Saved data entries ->
....................

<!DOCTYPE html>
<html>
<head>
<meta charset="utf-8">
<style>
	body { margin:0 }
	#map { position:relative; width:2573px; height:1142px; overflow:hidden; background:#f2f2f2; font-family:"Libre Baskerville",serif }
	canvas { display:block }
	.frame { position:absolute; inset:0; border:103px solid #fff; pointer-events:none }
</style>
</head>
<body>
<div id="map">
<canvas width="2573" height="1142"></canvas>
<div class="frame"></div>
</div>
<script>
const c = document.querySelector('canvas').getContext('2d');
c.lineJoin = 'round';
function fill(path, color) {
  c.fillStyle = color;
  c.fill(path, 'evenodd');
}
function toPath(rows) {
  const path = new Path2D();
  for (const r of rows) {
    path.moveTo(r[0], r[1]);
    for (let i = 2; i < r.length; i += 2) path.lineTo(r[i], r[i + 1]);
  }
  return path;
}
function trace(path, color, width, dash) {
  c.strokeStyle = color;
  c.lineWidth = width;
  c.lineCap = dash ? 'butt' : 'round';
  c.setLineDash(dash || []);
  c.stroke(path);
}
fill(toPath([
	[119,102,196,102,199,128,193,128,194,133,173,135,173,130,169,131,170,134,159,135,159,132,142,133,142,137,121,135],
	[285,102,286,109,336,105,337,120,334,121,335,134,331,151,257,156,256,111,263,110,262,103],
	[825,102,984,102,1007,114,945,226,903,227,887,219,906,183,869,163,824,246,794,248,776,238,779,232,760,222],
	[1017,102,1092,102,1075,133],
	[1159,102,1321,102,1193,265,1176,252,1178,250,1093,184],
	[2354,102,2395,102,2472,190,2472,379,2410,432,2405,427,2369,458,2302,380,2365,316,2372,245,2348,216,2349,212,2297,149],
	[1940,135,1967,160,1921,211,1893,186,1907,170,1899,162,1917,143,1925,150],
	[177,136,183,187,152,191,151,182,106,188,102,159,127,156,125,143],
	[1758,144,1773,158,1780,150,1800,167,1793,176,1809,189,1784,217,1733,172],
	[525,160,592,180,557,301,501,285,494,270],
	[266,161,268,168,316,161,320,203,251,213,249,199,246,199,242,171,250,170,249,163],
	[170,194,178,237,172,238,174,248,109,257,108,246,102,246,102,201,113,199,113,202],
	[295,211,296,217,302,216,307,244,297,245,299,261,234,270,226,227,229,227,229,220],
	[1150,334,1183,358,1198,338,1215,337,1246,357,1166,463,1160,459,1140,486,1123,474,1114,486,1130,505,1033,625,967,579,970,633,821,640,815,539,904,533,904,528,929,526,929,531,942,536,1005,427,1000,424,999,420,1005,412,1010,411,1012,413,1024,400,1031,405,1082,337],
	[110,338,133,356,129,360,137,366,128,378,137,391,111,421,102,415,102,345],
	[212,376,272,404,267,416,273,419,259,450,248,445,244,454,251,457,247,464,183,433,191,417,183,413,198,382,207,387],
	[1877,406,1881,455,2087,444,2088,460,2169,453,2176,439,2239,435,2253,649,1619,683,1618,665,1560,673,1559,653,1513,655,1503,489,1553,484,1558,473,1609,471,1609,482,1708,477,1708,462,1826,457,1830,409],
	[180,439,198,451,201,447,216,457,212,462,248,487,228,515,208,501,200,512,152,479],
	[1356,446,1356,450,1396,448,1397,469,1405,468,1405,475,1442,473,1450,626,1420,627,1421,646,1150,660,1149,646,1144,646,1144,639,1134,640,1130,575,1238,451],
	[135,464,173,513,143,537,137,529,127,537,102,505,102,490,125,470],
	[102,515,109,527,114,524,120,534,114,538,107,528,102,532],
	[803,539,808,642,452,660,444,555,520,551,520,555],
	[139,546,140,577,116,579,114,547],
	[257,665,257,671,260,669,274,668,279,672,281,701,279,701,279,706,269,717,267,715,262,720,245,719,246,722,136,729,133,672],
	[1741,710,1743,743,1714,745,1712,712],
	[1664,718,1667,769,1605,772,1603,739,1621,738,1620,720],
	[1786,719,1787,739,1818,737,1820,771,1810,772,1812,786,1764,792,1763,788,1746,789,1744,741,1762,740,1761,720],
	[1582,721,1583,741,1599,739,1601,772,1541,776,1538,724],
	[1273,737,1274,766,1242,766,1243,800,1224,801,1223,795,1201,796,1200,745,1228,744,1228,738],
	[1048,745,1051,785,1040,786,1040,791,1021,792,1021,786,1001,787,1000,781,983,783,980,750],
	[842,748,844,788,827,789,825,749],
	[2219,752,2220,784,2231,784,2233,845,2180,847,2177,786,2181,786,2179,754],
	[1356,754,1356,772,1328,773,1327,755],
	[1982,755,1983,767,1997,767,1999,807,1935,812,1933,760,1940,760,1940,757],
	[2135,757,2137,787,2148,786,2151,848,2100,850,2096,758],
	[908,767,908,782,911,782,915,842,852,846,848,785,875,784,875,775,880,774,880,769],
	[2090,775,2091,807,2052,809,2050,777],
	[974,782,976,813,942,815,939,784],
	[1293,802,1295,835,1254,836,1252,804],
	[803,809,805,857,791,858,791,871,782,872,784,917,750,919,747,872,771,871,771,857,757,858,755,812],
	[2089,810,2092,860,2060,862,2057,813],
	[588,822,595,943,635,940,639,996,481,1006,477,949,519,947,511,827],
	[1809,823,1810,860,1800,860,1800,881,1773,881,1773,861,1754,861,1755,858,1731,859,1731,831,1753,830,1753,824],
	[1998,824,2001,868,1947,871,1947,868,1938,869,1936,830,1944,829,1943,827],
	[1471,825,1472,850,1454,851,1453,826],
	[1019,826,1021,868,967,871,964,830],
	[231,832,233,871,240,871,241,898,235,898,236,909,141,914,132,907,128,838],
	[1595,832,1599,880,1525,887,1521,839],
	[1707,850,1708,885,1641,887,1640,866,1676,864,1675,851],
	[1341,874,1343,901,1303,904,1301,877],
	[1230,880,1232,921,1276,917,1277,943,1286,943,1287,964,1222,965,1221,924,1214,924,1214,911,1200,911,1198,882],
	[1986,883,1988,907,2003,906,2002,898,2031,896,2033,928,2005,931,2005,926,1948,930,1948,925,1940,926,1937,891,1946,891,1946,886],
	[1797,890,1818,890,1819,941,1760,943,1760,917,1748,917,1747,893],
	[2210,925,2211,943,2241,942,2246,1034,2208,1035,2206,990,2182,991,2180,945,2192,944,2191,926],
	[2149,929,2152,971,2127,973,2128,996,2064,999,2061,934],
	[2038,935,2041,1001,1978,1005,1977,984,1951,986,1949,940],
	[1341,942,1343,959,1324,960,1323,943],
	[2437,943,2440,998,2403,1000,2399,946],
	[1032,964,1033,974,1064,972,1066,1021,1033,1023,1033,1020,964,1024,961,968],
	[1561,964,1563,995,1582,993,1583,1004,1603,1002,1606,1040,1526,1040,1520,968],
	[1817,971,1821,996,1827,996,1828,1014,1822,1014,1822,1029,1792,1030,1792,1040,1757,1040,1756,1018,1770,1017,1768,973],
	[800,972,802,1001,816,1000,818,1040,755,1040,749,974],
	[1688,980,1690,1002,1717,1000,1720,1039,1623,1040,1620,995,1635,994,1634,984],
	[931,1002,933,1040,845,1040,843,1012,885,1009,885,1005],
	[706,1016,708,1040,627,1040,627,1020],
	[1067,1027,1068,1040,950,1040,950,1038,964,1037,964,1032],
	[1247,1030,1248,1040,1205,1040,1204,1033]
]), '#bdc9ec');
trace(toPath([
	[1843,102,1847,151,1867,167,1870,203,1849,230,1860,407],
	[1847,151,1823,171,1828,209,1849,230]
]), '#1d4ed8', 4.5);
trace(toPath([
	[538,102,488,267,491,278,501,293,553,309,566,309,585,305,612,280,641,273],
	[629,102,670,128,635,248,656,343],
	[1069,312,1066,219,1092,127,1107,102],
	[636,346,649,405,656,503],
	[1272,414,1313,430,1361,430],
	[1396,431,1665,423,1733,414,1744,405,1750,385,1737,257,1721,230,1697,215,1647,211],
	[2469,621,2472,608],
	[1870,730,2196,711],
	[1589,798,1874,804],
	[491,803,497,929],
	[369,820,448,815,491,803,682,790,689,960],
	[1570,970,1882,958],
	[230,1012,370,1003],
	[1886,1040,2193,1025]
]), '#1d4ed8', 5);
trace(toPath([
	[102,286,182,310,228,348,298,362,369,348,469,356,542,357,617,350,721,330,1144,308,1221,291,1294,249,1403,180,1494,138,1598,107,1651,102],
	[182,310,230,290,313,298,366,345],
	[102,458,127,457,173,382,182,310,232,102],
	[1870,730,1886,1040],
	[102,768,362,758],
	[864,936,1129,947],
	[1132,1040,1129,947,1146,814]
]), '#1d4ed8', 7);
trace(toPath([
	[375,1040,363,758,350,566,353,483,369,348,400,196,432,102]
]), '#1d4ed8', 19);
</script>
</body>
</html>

....................

What you should do ->
Retype, exactly and in full, the lines above from the one containing "for (let i = 2;" through the one containing "c.stroke(path);".

Exercise response ->
    for (let i = 2; i < r.length; i += 2) path.lineTo(r[i], r[i + 1]);
  }
  return path;
}
function trace(path, color, width, dash) {
  c.strokeStyle = color;
  c.lineWidth = width;
  c.lineCap = dash ? 'butt' : 'round';
  c.setLineDash(dash || []);
  c.stroke(path);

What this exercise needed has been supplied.